DIRECTIONS FOR THIS TASK.
Every line below that carries the word "Hanni" needs to be copied.

(Data excerpts)
((

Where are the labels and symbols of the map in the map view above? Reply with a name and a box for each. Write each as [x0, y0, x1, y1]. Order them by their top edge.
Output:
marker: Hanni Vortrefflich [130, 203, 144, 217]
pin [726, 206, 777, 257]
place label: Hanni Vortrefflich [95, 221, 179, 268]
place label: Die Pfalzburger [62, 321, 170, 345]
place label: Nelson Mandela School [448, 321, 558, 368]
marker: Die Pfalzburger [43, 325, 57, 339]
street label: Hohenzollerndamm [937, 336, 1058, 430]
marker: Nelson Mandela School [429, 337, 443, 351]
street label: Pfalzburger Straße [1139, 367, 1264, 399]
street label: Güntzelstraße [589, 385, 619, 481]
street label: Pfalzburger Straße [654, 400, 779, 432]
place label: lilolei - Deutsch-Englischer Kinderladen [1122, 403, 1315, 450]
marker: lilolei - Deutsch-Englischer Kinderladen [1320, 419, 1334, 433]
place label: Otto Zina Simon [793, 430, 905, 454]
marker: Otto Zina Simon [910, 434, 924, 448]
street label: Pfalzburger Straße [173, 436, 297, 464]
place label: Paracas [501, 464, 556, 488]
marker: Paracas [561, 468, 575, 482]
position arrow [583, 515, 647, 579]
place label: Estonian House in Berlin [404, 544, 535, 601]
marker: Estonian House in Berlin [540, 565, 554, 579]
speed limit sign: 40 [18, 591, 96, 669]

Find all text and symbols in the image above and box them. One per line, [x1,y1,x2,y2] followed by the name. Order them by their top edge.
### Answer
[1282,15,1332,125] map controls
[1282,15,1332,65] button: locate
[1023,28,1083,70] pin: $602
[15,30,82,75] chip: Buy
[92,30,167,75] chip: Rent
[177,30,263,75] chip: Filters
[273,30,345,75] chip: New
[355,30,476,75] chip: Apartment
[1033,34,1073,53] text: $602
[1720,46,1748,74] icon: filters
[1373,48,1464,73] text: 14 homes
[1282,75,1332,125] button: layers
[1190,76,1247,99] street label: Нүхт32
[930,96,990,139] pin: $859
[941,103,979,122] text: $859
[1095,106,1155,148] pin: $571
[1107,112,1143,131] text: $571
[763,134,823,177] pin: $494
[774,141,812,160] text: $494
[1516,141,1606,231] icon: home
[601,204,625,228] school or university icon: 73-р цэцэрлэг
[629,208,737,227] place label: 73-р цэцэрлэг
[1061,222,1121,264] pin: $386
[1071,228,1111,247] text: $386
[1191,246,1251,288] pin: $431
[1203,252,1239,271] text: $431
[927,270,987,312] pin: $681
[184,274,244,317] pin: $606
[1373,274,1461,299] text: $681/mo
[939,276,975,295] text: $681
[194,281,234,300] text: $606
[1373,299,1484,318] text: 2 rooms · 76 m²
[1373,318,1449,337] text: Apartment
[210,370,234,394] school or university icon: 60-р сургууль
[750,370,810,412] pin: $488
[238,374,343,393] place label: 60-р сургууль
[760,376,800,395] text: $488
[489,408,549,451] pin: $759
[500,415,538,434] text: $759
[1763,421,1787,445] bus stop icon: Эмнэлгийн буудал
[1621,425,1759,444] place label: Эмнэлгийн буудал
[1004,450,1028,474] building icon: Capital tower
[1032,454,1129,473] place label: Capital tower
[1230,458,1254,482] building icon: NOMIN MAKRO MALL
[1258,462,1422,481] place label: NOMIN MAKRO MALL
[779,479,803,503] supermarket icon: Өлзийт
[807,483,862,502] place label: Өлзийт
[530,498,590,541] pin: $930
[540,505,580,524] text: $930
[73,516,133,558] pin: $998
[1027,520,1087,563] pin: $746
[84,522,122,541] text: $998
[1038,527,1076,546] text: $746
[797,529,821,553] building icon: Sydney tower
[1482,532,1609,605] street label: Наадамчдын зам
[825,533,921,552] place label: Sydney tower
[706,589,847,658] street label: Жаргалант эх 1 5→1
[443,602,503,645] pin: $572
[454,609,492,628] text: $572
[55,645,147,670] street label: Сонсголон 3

))

RESPONSE.
marker: Hanni Vortrefflich [130, 203, 144, 217]
place label: Hanni Vortrefflich [95, 221, 179, 268]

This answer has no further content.